Let’s revisit Sophie and the equation of life (a.k.a. Bayes’ theorem). We know that the chance of breast cancer became about 12%, starting from a state of no symptoms and a positive test result. That too from a test that has 95% sensitivity and 90% specificity. And the secret behind this mysterious result was the low prevalence or prior probability of the disease.
P(D|TP) = P(TP|D) x P(D) /[P(TP|D) x P(D) + P(TP|!D) x P(!D)]
Here, TP represents test positive, D denotes disease and !D is no disease.
Rare disease
How do you describe a rare disease? As a simple approximation, let’s define it as an illness with a chance of 1% or lower to occur.

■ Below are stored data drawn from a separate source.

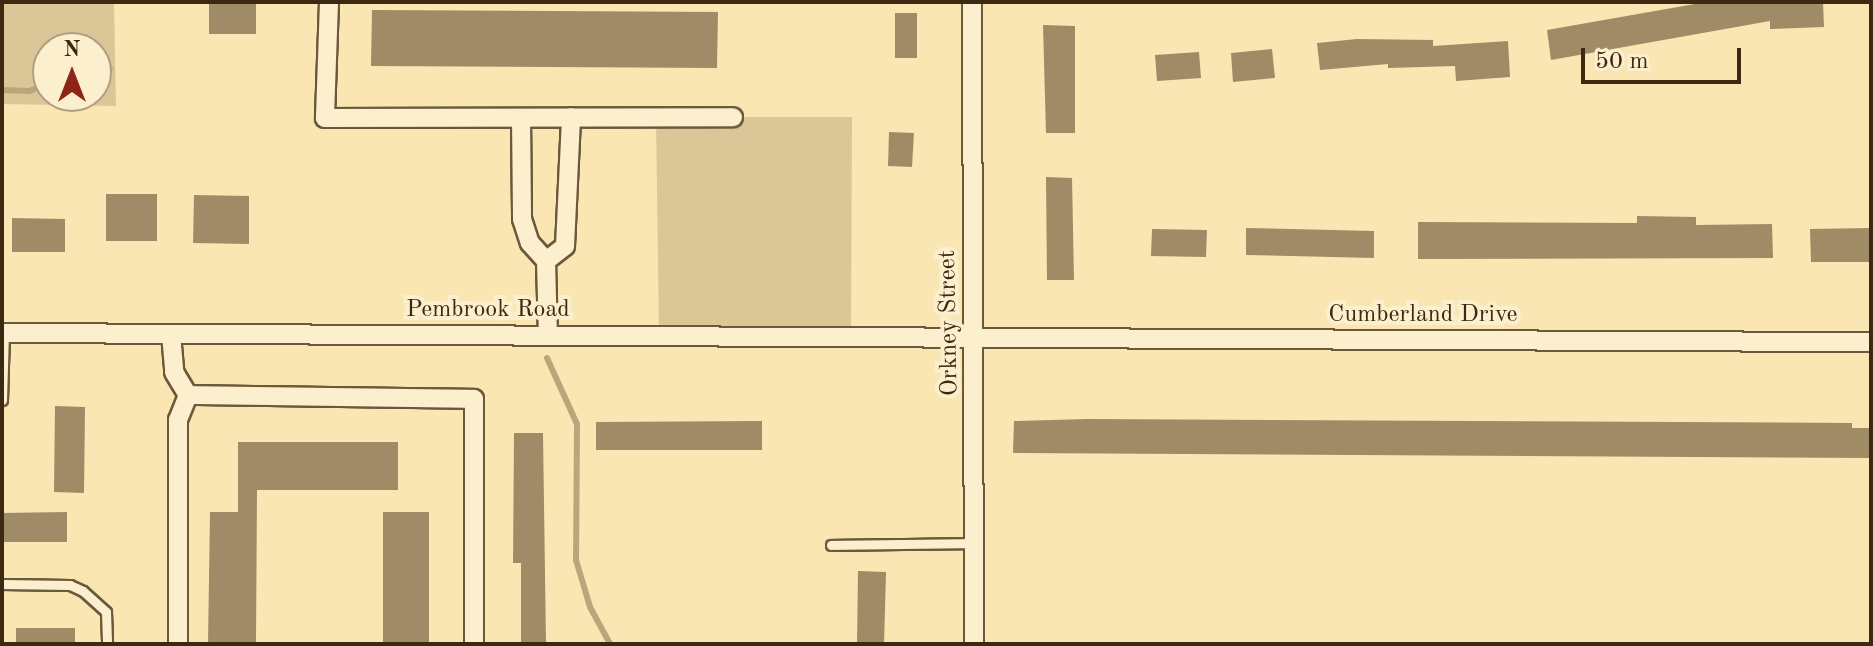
<!DOCTYPE html>
<html>
<head>
<meta charset="utf-8">
<style>
  body { margin:0 }
  #map { position:relative; width:1873px; height:646px; overflow:hidden; background:#fae6b2; font-family:"Old Standard TT",serif }
  div>[style] { position:absolute }
  .green>* { inset:0; background:#dac697 }
  .stream>* { height:6px; margin:-3px; padding:0 3px; transform-origin:3px; border-radius:3px; background:#baa57c }
  .building>* { inset:0; background:#9f8b65 }
  .roads { filter:drop-shadow(2px 0 #6c583a) drop-shadow(-2px 0 #6c583a) drop-shadow(0 2px #6c583a) drop-shadow(0 -2px #6c583a) }
  .service>* { height:9px; margin:-4.5px; padding:0 4.5px; transform-origin:4.5px; border-radius:4.5px; background:#fcefcd }
  .minor>* { height:18px; margin:-9px; padding:0 9px; transform-origin:9px; border-radius:9px; background:#fcefcd }
  span { translate:-50% -50%; white-space:nowrap; text-align:center; line-height:1.15; -webkit-text-stroke:8px #fcefcd; paint-order:stroke }
  .street-label { font-size:24px; color:#3d2812 }
  .frame { position:absolute; inset:0; border:4px solid #3d2812; pointer-events:none }
  .north { position:absolute; left:32px; top:32px; width:80px; height:80px; box-sizing:border-box; background:#fcefcd; border:2px solid #b09f82; border-radius:50%; rotate:0deg; font-size:22px; font-weight:700; line-height:32px; text-align:center; color:#3d2812 }
  .north::after { content:''; display:block; margin:auto; width:28px; height:36px; background:#8f2418; clip-path:polygon(50% 0,100% 100%,50% 72%,0 100%) }
  .scale { position:absolute; left:1581px; top:48px; width:160px; height:36px; box-sizing:border-box; border:4px solid #3d2812; border-top:0; padding-left:10px; font-size:24px; line-height:28px; white-space:nowrap; color:#3d2812; -webkit-text-stroke:6px #fcefcd; paint-order:stroke }
</style>
</head>
<body>
<div id="map">
  <div class="green">
    <div style="clip-path:polygon(evenodd,2px 2px,114px 2px,116px 106px,2px 104px,2px 2px,48px 48px,96px 48px,96px 96px,48px 96px,48px 48px)"></div>
    <div style="clip-path:polygon(656px 117px,852px 117px,851px 337px,659px 336px)"></div>
  </div>
  <div class="stream">
    <div style="left:96px;top:67px;width:14px;rotate:8deg"></div>
    <div style="left:2px;top:90px;width:27px;rotate:2deg"></div>
    <div style="left:29px;top:91px;width:20px;rotate:-20deg"></div>
    <div style="left:547px;top:358px;width:72px;rotate:65.6deg"></div>
    <div style="left:577px;top:424px;width:136px;rotate:90.4deg"></div>
    <div style="left:576px;top:560px;width:49px;rotate:73.4deg"></div>
    <div style="left:590px;top:607px;width:42px;rotate:61.6deg"></div>
  </div>
  <div class="building">
    <div style="clip-path:polygon(209px 2px,256px 2px,256px 34px,209px 34px)"></div>
    <div style="clip-path:polygon(1706px 2px,1823px 2px,1824px 27px,1770px 29px,1770px 21px,1551px 60px,1547px 30px)"></div>
    <div style="clip-path:polygon(372px 10px,718px 12px,717px 68px,371px 66px)"></div>
    <div style="clip-path:polygon(895px 13px,917px 13px,917px 58px,895px 58px)"></div>
    <div style="clip-path:polygon(1043px 25px,1075px 26px,1075px 133px,1046px 133px)"></div>
    <div style="clip-path:polygon(1357px 39px,1433px 40px,1433px 46px,1508px 41px,1510px 77px,1456px 81px,1455px 66px,1388px 68px,1388px 64px,1320px 70px,1317px 43px)"></div>
    <div style="clip-path:polygon(1272px 49px,1275px 78px,1233px 82px,1231px 53px)"></div>
    <div style="clip-path:polygon(1199px 52px,1201px 78px,1157px 81px,1155px 55px)"></div>
    <div style="clip-path:polygon(889px 132px,914px 133px,912px 167px,888px 166px)"></div>
    <div style="clip-path:polygon(1046px 177px,1072px 178px,1074px 280px,1047px 280px)"></div>
    <div style="clip-path:polygon(106px 194px,157px 194px,157px 241px,106px 241px)"></div>
    <div style="clip-path:polygon(194px 195px,249px 196px,249px 244px,193px 243px)"></div>
    <div style="clip-path:polygon(1637px 216px,1696px 217px,1696px 225px,1772px 224px,1773px 258px,1418px 259px,1418px 222px,1637px 223px)"></div>
    <div style="clip-path:polygon(12px 218px,65px 219px,65px 252px,12px 252px)"></div>
    <div style="clip-path:polygon(1246px 228px,1374px 231px,1374px 258px,1246px 255px)"></div>
    <div style="clip-path:polygon(1871px 228px,1871px 262px,1811px 262px,1810px 229px)"></div>
    <div style="clip-path:polygon(1152px 229px,1207px 230px,1206px 257px,1151px 256px)"></div>
    <div style="clip-path:polygon(55px 406px,85px 407px,84px 493px,54px 492px)"></div>
    <div style="clip-path:polygon(1088px 419px,1852px 423px,1852px 428px,1871px 428px,1871px 458px,1013px 453px,1014px 421px)"></div>
    <div style="clip-path:polygon(762px 421px,762px 450px,596px 450px,596px 422px)"></div>
    <div style="clip-path:polygon(514px 433px,543px 433px,546px 644px,521px 644px,521px 563px,513px 563px)"></div>
    <div style="clip-path:polygon(238px 442px,398px 442px,398px 490px,257px 490px,256px 644px,208px 644px,210px 512px,238px 512px)"></div>
    <div style="clip-path:polygon(67px 512px,67px 542px,2px 542px,2px 513px)"></div>
    <div style="clip-path:polygon(383px 512px,429px 512px,429px 644px,383px 644px)"></div>
    <div style="clip-path:polygon(858px 571px,886px 572px,884px 644px,857px 644px)"></div>
    <div style="clip-path:polygon(16px 628px,75px 628px,75px 644px,16px 644px)"></div>
  </div>
  <div class="roads">
    <div class="service">
      <div style="left:2px;top:400px;width:67px;rotate:-88.3deg"></div>
      <div style="left:831px;top:545px;width:144px;rotate:-0.8deg"></div>
      <div style="left:2px;top:584px;width:68px;rotate:0.8deg"></div>
      <div style="left:70px;top:585px;width:14px;rotate:25deg"></div>
      <div style="left:83px;top:591px;width:31px;rotate:42deg"></div>
      <div style="left:106px;top:612px;width:32px;rotate:88deg"></div>
    </div>
    <div class="minor">
      <div style="left:329px;top:2px;width:116px;rotate:92deg"></div>
      <div style="left:325px;top:118px;width:408px;rotate:-0.1deg"></div>
      <div style="left:972px;top:2px;width:642px;rotate:89.82deg"></div>
      <div style="left:521px;top:118px;width:101px;rotate:89.4deg"></div>
      <div style="left:522px;top:219px;width:25px;rotate:72deg"></div>
      <div style="left:530px;top:243px;width:24px;rotate:48deg"></div>
      <div style="left:546px;top:261px;width:74px;rotate:88.5deg"></div>
      <div style="left:546px;top:261px;width:24px;rotate:-38deg"></div>
      <div style="left:565px;top:246px;width:129px;rotate:-87.3deg"></div>
      <div style="left:2px;top:333px;width:1869px;rotate:0.28deg"></div>
      <div style="left:171px;top:334px;width:38px;rotate:85deg"></div>
      <div style="left:174px;top:372px;width:27px;rotate:59deg"></div>
      <div style="left:178px;top:644px;width:224px;rotate:-90deg"></div>
      <div style="left:178px;top:420px;width:27px;rotate:-68deg"></div>
      <div style="left:188px;top:395px;width:286px;rotate:0.8deg"></div>
      <div style="left:474px;top:399px;width:245px;rotate:90deg"></div>
    </div>
  </div>
  <div class="street-label">
    <span style="left:488px;top:311px">Pembrook Road</span>
    <span style="left:1423px;top:316px">Cumberland Drive</span>
    <span style="left:950px;top:323px;rotate:-91deg">Orkney Street</span>
  </div>
  <div class="frame"></div>
  <div class="north">N</div>
  <div class="scale">50 m</div>
</div>
</body>
</html>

We’ll now apply the Bayes’ rule for a few cases of P(D) (0.01, 0.005, 0.001, etc) and see how the probability updates when the test comes positive.

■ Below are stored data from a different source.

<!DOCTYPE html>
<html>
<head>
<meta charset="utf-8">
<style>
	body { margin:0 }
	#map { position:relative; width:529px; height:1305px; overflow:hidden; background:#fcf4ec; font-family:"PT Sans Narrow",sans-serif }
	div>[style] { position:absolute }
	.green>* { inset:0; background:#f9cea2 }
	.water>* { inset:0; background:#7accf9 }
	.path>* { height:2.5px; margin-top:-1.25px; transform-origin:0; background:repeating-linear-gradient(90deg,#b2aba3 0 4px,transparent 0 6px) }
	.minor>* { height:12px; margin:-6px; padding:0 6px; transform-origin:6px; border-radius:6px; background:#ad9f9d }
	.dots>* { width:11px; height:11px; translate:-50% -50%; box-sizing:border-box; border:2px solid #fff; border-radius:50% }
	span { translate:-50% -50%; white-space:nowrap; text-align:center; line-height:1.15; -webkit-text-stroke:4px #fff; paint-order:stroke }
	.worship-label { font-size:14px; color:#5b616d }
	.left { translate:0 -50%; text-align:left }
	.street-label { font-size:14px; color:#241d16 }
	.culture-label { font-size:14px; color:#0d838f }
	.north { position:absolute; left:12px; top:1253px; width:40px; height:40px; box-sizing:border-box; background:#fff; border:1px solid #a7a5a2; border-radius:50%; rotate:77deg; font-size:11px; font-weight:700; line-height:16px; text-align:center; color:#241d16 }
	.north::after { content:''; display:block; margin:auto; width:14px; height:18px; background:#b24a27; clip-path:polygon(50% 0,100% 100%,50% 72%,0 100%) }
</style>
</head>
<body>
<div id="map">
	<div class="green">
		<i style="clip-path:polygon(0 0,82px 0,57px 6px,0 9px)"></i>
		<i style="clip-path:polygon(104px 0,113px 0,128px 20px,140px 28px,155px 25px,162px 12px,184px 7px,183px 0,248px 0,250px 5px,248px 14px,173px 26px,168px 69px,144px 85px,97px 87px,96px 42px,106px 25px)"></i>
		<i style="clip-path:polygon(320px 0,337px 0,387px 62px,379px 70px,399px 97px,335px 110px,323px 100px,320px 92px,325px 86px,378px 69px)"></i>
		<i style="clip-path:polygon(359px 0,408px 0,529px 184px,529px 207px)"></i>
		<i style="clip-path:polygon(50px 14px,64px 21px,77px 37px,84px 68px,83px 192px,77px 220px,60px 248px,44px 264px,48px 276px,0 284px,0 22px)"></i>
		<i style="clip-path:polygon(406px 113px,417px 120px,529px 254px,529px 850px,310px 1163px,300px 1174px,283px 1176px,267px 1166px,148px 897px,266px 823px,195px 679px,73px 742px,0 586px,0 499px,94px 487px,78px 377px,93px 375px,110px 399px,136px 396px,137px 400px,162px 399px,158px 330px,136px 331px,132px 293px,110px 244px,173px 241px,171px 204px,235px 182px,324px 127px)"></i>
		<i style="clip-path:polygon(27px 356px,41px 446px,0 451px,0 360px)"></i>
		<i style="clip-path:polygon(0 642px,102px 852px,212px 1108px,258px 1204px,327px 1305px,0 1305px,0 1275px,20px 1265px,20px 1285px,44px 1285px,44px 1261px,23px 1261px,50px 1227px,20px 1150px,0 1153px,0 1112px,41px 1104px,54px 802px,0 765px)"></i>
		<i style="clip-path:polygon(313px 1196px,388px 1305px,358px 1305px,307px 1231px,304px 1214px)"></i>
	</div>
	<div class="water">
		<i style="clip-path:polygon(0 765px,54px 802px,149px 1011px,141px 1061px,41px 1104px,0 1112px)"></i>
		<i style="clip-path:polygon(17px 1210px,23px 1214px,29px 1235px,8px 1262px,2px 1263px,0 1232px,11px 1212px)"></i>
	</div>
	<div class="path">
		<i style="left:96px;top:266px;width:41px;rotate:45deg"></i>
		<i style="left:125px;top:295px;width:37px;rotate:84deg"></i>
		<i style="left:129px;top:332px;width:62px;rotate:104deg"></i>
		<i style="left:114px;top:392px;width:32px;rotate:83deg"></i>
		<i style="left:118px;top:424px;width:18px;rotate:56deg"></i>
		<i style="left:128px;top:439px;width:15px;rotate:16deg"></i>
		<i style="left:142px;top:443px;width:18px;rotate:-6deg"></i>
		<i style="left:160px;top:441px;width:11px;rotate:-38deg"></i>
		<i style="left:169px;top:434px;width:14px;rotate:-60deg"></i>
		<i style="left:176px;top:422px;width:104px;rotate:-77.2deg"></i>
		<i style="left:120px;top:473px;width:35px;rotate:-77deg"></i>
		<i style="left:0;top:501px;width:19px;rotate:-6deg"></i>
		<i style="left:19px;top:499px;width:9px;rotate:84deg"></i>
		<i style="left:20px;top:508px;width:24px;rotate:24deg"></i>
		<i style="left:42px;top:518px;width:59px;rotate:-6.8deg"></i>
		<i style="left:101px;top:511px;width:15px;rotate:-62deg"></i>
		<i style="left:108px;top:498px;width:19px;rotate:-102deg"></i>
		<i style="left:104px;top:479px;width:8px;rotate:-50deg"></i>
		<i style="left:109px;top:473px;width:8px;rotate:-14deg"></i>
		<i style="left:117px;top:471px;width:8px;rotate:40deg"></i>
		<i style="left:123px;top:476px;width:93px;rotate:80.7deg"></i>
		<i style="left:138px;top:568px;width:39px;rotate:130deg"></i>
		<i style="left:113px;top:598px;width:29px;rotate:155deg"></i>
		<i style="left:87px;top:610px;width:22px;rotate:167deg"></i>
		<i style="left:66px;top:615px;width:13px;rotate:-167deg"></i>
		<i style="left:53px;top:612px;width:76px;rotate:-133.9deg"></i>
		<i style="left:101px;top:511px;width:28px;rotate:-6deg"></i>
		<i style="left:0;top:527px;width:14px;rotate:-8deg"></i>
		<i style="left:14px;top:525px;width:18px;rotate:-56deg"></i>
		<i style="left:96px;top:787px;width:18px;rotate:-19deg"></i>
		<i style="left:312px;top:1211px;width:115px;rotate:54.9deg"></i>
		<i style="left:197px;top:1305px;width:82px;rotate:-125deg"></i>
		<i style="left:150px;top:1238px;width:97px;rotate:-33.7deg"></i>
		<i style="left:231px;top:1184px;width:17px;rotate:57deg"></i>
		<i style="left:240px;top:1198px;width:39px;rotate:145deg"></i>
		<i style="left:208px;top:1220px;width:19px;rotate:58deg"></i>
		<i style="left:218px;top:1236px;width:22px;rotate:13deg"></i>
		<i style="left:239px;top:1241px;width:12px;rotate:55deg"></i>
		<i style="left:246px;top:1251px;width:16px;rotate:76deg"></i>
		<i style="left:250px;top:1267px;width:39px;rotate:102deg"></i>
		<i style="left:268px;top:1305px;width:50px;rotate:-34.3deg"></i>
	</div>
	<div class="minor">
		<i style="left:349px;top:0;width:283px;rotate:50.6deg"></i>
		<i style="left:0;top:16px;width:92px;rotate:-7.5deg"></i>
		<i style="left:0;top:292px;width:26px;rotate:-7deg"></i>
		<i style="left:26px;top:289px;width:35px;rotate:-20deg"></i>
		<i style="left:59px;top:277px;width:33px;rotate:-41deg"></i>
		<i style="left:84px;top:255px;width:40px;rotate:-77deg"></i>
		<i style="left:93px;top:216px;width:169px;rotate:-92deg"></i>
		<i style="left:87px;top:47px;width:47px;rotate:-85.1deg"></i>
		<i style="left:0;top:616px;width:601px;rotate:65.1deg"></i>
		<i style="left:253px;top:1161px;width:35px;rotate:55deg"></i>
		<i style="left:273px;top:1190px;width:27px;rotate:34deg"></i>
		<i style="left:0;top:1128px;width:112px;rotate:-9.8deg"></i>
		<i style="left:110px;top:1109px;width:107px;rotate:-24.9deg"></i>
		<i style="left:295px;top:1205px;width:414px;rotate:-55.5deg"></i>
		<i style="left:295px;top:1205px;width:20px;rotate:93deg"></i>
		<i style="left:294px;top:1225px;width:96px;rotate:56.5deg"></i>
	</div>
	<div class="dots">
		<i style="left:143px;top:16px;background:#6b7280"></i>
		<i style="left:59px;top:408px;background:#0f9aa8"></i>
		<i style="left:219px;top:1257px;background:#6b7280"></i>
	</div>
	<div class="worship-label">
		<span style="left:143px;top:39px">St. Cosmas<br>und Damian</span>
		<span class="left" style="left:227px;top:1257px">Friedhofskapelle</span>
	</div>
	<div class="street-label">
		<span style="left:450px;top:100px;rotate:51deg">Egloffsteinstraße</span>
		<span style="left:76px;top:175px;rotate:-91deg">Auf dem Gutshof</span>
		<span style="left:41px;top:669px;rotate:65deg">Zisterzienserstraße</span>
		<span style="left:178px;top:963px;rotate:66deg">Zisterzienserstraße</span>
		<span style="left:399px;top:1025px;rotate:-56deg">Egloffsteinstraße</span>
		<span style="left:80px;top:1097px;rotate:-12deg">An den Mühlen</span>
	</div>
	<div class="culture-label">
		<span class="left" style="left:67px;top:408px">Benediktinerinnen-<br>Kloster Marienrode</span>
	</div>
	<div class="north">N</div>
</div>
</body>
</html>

P(D) Prior | P(D|TP) Posterior | Posterior / Prior (ratio) |
0.01 | 0.088 | 8.8 |
0.005 | 0.046 | 9.2 |
0.001 | 0.0094 | 9.4 |
Can you estimate the Bayes factor for the above case?
Bayes FactorD-!D = P(TP|D) / P(TP|!D)
P(TP|D) = sensitivity = 0.95
P(TP|!D) = 1 – specificity = 1 – 0.9 = 0.1
BFD-!D = 0.95 / 0.1 = 9.5
As a heuristic, for rare diseases, the updated chance of having the disease post a positive diagnostics equals Bayes factor x prevalence.